On Thu 21-02-08 13:58:55, Josef Bacik wrote:
> This is related to that jbd patch I sent a few weeks ago. I originally
> found that the problem where t_nr_buffers would be > than
> t_outstanding_credits wouldn't happen upstream, but apparently I'm an
> idiot and I was just missing my messsages, and the problem does exist.
> Now for the entirely too long of a description of whats going wrong.
>
> Say we have a transaction dirty a bitmap buffer and go to flush it to the
> disk. Then ext3 goes to get write access to that buffer via
> journal_get_undo_access(), finds out it doesn't need it, and then
> subsequently does a journal_release_buffer() and then proceeds to never
> touch that buffer again. Then the original committing transaction will
> go through and add its buffers to the checkpointing list, and refile the
> buffer. Because we did a journal_get_undo_access(), the
> jh->b_next_transaction is set to our currently running transaction, and
> that buffer because it was set BH_JBDDirty by the committing transaction
> is filed onto the running transactions BJ_Metadata list, which increments
> our t_nr_buffers counter. Because we never actually dirtied this buffer
> ourselves, we never accounted for the credit, and we end up with
> t_outstanding_credits being less than t_nr_buffers.
Thanks for the debugging. You're right that such situation can happen
and we then miscount the transactions credits. Actually, we miscount the
credits whenever we do journal_get_write_access() on a jbd_dirty buffer
that isn't yet in our transaction and don't call journal_dirty_metadata()
later.

> This is a problem because while we are writing out the metadata blocks to
> the journal, we do a t_outstanding_credits-- for each buffer. If
> t_outstanding_credits is less than the number of buffers we have then
> t_outstanding_credits will eventually become negative, which means that
> jbd_space_needed will eventually start saying it needs way less credits
> than it actually does, and will allow transactions to grow huge and
> eventually we'll overflow the journal (albeit this is a bitch to try and
> reproduce).
Yes, actually, how much negative t_outstanding_credits grow? I'd expect
that this is not too common situation...

> So my approach is to have a counter that is incremented each time the
> transaction calls do_get_write_access (or journal_get_create_access) so
> we can keep track of how many people are currently trying to modify that
> buffer.

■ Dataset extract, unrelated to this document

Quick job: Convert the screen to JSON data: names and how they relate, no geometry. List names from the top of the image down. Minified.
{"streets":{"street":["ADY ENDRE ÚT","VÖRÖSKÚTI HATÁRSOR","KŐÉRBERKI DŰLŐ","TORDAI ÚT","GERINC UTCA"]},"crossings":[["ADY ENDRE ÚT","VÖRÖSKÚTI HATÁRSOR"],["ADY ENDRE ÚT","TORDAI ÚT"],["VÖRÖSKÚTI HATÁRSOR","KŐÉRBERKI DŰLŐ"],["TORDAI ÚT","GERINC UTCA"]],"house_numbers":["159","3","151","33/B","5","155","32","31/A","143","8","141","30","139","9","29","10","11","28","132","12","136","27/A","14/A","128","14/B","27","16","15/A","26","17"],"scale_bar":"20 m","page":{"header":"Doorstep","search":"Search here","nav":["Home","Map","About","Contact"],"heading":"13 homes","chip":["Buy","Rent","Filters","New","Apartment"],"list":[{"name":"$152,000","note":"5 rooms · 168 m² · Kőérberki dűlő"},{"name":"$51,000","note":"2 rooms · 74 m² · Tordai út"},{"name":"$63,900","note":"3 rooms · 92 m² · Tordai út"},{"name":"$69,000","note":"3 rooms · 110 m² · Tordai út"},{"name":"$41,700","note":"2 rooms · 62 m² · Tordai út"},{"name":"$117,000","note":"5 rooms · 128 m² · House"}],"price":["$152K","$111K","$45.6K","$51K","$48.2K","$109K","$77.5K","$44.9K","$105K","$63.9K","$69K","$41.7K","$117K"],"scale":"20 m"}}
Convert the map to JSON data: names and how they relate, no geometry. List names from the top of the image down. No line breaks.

So in the case where we do a
> journal_get_undo_access()+journal_release_buffer() and nobody else ever
> touches the buffer, we can then set jh->b_next_transaction to NULL in
> journal_release_buffer() and avoid having the buffer filed onto our
> transaction. If somebody else is modifying the journal head then we know
> to leave it alone because chances are it will be dirtied and the credit
> will be accounted for.
But the race is still possibly there in case we refile the buffer from
t_forget list just between do_get_write_access() and
journal_release_buffer(), isn't it?
And it would be quite hard to get rid of such races. So maybe how about
the following: In do_get_write_access() (or journal_get_create_access())
when we see the buffer is jbddirty and we set j_next_transaction to our
transaction, we also set j_modified to 1. That should fix the accounting of
transaction credits. I agree that sometimes we needlessly refile some
buffers from the previous transaction but as I said above, it shouldn't be
that much (and we did it up to now anyway).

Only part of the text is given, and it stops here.